Keep pushing and do what you love. Do not let others define your career. If you want to leave your job because you are not good at it, then do it.  However, if you are good at it, do not let others discourage you. 

Get up and show the world what you can do!

Tuesday, April 1, 2014

MYSELF #4: Just a quick note about "Mi Abuela"


Today I was thinking of one my grandmothers ("mi abuela" in Spanish).

Sometimes I catch myself thinking that if "mi abuela" lived right now, she would be playing casino games on the Ipad and would be asking me to unlock more games for her. She would be spoiling my daughter and cooking all the yummy things she used to cook.

I can't help but also think about some of the funny things she did. If I had to mention some of those things, it'd go like this:

Coffee is good - "Mi abuela" made coffee all the time. She knew how everyone liked her coffee (black without sugar, ultra sweet,or with milk and foam). I grew up thinking that coffee was some kind of elixir because she was making it constantly (well, maybe that's why my love for it).  To me, coffee was the prelude to a Sobremesa. I always saw everyone gathering at the dining table to have coffee and talk. Loved it!

Shampoo and conditioner don't exist - She washed our hair with "Ivory" soap. "Ivory" soap was the only thing in the shower. For some reason I grew up thinking that it must have been the only FDA approved soap that we could use. I used "Ivory" soap until I left for college and discovered life. 

Fat and Carbs are good for you and make you happy - Fried pork chops, fried chicken, fried plantains, fried corn sticks, white rice with lots of oil so "pega'o" was made. Soda crackers and cheese. Mmmmm is all I can say. Happy...happy food!

All you need to look good is a pink-orange plastic bracelet - It didn't matter how many outfits "mi abuela" had, she always wore the same pink-orange plastic bracelet. She loved that bracelet. It was kind of cool actually. I wonder who has that bracelet now.

Learning how to drive meant "Can you take me to the bank and then to the casino?" - This is one is self-explanatory.

Everything is possible when you have a loving family - I will never forget that I was able to pay for my dorm in college thanks to her who gathered my family and convinced them to pitch in every month to pay for it.

Love can conquer all - this is what I recall about her the most. No matter what....no matter who... no matter where...love is always first.
Thank you abuela! 

Friday, March 28, 2014

LIFE Topic # 4: Is getting older that bad?

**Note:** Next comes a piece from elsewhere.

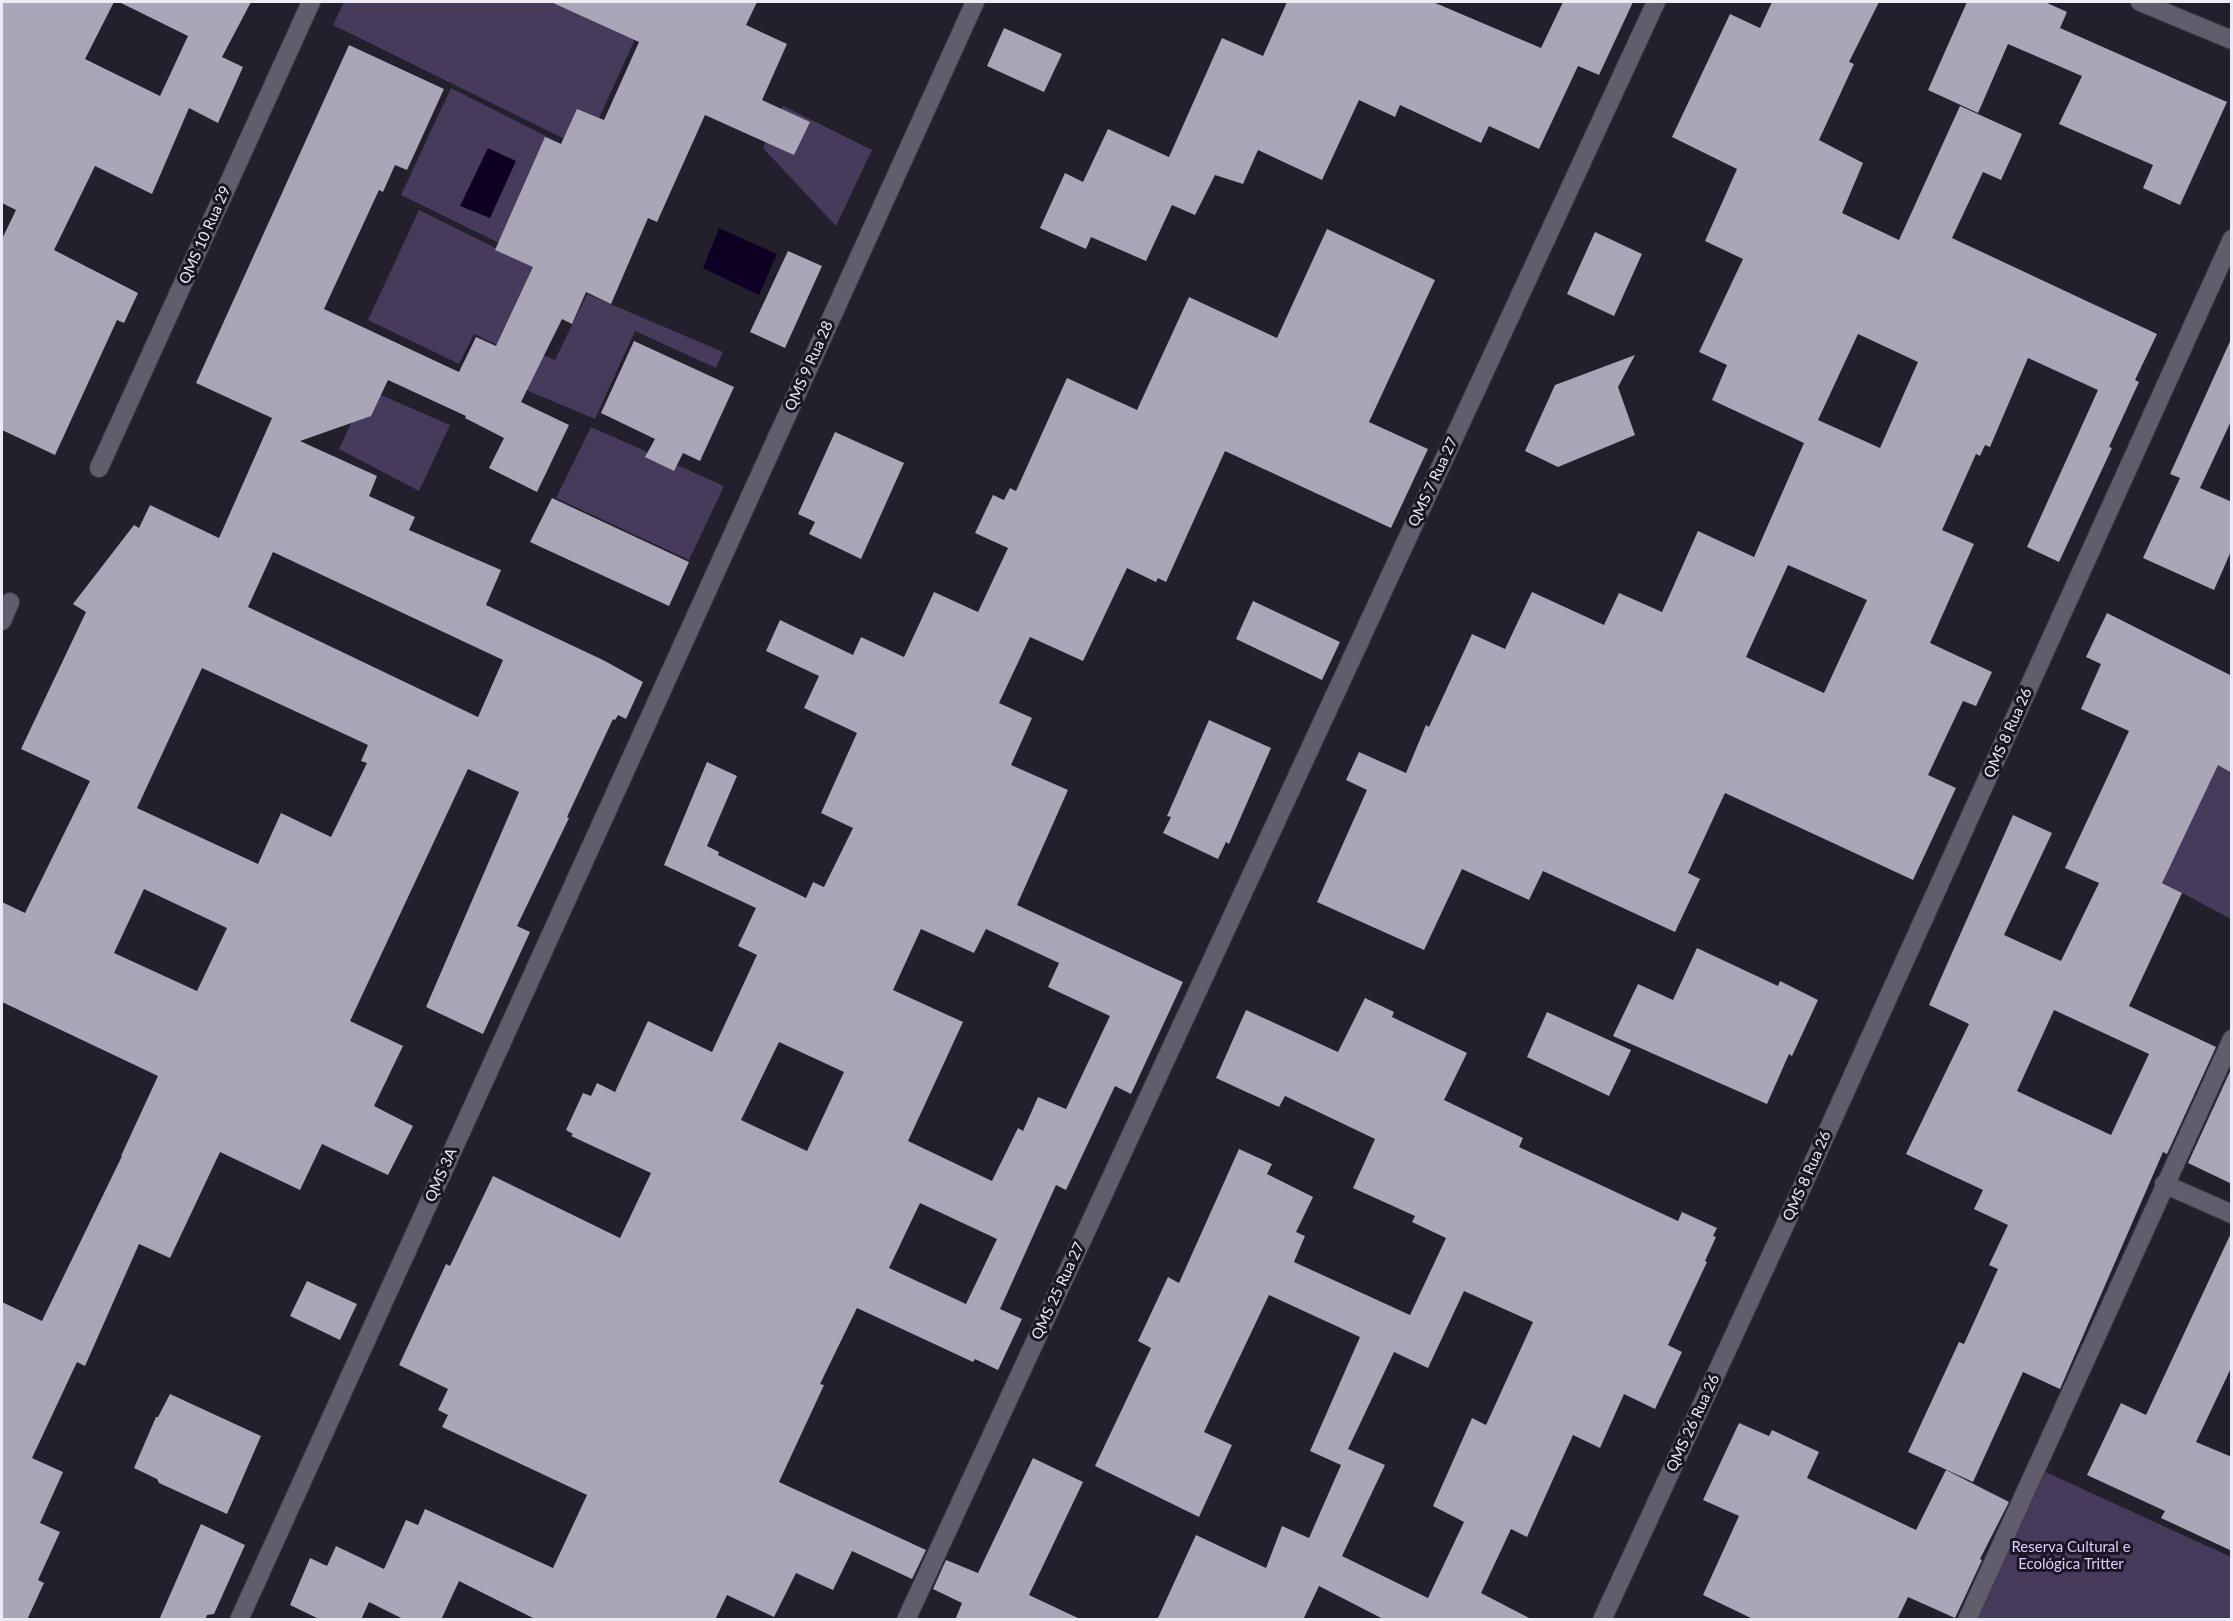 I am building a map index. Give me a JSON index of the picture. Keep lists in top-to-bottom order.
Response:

This little guy here made my teen yrs better!
To tell you the truth my teenage years were extremely challenging. They were full of stress and lack of confidence. As I struggled with that, I always caught myself dreaming about getting older. Then, when time started to fly and I looked at my younger self photos, I saw this beautiful young lady that wasted so much time trying to prove herself physically, intellectually, and emotionally to others.

Putting on makeup. Happy kid!
My 20s were about work and more work. During that journey I became so busy with balancing work and family life that I don't even have deep memories of an entire decade. The whole 30s went by so fast that when I try to focus on the events, I can't say that I have a good recollection of me as an individual.  I do remember myself as a professional though. I remember the accomplishments as director or managing projects; however, I have no awareness of my emotions or even my dreams at that time. 

My 40s have been a real eye-opener. The 40s have been a challenge. I have had to work on myself more than I had imagined. It's like re-learning life. It's like questioning why I am doing this and what for. Let's see:

My Health
I am a pretty healthy person and I try not to pay too much attention to illness. However, for some reason for the last two years I have been feeling every ache and pain that a body can experience. Exercising (which I personally don't like) has had to become a habit for me because if I don't do it, my body feels stiff and achy. Nutrition has become priority number one. I love salty snacks and carbs. Ooops! ...that translates to 1 or 2 extra pounds if I eat it all on the same week.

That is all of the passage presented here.